Work to complete >>
Look through the entries below and report every line that has "casing".

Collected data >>
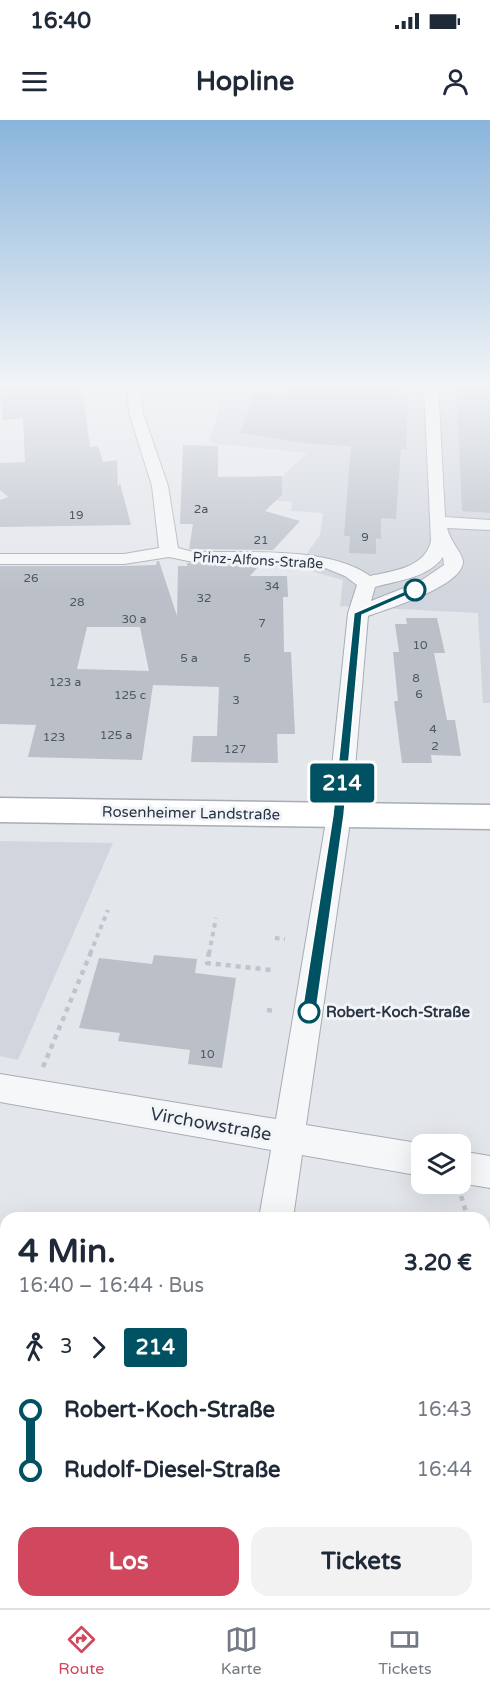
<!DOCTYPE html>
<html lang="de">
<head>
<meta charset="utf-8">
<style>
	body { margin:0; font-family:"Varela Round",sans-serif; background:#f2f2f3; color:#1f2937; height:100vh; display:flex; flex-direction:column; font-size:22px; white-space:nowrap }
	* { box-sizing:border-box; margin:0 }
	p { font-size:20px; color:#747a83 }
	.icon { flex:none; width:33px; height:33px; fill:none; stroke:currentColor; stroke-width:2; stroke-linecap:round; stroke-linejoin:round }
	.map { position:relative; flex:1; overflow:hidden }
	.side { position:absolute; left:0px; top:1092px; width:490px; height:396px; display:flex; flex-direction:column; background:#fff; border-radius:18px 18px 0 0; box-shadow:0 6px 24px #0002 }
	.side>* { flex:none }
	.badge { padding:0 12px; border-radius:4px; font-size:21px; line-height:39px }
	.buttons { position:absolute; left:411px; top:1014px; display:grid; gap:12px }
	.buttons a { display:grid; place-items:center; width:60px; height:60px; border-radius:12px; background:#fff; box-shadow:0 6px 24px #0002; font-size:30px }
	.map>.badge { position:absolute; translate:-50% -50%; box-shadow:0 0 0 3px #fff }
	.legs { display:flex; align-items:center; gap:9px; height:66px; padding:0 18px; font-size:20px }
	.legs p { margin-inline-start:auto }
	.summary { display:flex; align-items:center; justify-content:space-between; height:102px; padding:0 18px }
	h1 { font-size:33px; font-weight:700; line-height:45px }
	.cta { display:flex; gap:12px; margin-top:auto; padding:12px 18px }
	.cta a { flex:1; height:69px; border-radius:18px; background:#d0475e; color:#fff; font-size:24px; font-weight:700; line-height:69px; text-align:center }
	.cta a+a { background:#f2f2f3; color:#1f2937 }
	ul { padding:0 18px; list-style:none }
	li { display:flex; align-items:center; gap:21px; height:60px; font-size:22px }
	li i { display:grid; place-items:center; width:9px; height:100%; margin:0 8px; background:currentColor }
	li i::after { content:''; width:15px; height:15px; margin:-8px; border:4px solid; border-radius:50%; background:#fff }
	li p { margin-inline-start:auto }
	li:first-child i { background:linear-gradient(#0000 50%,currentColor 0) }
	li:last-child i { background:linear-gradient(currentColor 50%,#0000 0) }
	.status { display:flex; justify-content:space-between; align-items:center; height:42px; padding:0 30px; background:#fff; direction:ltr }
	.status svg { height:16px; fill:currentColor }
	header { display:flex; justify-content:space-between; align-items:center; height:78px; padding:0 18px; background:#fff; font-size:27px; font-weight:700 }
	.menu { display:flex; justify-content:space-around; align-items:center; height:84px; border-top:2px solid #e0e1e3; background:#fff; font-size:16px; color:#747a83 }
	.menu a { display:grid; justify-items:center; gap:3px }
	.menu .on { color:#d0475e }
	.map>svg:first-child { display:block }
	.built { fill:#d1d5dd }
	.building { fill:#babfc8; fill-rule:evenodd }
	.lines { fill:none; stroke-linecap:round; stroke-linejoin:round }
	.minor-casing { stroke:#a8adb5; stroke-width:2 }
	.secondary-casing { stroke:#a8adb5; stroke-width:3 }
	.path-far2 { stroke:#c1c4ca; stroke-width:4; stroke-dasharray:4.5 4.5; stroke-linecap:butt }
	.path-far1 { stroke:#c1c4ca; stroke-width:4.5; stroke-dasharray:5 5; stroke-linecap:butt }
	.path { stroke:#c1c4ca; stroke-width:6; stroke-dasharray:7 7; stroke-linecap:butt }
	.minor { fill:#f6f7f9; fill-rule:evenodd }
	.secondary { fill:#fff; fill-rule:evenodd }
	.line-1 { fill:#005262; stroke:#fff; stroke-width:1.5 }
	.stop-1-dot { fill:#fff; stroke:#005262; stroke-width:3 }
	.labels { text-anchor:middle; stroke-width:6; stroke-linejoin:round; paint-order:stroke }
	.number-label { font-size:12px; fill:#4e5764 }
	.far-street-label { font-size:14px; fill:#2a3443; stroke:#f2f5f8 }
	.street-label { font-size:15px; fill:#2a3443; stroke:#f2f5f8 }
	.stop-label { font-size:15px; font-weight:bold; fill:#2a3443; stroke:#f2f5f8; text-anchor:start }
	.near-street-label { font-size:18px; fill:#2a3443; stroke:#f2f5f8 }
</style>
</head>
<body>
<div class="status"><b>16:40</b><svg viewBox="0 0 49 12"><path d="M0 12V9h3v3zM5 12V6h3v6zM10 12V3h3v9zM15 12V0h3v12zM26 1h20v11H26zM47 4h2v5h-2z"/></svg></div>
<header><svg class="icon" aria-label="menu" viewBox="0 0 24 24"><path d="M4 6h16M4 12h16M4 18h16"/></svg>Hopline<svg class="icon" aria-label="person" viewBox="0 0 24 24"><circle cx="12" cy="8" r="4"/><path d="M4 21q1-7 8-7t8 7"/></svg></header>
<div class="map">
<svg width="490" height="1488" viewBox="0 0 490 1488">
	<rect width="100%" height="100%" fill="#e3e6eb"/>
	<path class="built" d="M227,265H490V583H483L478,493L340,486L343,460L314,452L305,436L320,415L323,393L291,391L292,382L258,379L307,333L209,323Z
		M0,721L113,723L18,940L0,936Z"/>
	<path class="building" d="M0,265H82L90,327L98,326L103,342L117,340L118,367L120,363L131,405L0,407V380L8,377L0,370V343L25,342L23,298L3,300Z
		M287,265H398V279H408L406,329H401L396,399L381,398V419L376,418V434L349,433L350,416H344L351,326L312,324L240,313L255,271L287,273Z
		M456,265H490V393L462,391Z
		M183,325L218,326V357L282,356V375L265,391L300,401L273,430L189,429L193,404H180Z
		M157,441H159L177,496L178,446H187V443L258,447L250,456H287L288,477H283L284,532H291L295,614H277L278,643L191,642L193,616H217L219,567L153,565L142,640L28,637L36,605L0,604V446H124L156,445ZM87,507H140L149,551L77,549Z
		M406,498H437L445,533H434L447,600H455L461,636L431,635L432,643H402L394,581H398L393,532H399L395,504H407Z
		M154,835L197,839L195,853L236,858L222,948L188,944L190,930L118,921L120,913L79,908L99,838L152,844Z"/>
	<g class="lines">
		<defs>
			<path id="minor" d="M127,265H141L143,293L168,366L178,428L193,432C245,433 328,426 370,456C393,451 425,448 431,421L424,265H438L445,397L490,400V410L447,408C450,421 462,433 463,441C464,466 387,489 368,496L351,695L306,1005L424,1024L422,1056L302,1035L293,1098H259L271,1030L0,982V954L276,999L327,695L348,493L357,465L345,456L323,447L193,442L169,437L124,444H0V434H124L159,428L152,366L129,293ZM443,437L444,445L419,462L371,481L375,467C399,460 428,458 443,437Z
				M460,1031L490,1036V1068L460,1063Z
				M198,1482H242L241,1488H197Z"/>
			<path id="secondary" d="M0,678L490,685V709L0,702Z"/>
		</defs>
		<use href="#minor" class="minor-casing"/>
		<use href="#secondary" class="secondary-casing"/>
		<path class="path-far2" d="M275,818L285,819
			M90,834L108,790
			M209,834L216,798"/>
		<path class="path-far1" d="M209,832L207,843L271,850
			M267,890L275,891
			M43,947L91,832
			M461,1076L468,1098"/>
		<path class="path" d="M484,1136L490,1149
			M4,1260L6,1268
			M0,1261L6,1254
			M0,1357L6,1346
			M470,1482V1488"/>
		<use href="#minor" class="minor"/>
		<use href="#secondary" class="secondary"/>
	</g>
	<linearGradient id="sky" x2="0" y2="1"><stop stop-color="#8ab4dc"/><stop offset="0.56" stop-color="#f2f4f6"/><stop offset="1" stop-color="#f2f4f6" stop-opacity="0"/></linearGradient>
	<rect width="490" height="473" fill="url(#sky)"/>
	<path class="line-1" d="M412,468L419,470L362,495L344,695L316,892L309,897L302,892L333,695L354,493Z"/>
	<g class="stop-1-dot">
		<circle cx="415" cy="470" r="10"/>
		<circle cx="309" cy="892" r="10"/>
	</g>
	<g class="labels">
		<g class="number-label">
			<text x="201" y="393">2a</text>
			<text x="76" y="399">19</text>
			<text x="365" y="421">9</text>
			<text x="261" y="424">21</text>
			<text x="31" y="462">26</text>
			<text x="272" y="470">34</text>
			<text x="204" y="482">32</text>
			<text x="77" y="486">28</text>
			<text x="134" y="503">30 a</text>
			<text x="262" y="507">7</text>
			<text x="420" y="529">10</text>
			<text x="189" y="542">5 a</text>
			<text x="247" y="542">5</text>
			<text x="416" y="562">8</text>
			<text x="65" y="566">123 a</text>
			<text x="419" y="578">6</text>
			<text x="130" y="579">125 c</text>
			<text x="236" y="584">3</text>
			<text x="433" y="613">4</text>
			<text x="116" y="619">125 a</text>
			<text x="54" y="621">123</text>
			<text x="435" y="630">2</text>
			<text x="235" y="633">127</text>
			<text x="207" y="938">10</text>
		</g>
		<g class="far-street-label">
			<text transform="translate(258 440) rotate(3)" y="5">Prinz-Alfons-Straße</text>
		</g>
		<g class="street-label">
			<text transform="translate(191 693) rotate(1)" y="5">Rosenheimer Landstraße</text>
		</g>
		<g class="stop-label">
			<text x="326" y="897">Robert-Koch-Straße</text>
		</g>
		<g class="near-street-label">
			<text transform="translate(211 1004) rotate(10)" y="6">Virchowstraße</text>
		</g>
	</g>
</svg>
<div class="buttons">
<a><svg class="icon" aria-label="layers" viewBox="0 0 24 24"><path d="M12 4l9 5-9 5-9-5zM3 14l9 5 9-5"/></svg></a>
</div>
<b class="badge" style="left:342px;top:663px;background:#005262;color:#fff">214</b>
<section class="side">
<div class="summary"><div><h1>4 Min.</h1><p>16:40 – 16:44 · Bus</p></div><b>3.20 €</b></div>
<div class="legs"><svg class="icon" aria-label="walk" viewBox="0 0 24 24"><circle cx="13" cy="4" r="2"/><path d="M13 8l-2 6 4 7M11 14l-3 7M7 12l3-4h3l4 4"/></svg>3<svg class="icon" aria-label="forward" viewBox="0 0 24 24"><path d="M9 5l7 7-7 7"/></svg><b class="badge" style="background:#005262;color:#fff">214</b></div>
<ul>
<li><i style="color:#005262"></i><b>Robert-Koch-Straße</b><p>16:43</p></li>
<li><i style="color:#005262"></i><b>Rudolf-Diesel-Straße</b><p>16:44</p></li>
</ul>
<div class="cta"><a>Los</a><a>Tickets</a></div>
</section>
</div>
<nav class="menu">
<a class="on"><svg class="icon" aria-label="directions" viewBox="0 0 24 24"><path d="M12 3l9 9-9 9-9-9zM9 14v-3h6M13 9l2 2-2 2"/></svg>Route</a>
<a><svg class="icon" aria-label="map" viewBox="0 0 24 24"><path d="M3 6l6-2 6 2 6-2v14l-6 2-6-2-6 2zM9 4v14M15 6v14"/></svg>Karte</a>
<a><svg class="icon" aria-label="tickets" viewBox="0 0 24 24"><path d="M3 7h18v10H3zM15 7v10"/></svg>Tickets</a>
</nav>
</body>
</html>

Expected answer >>
	.minor-casing { stroke:#a8adb5; stroke-width:2 }
	.secondary-casing { stroke:#a8adb5; stroke-width:3 }
		<use href="#minor" class="minor-casing"/>
		<use href="#secondary" class="secondary-casing"/>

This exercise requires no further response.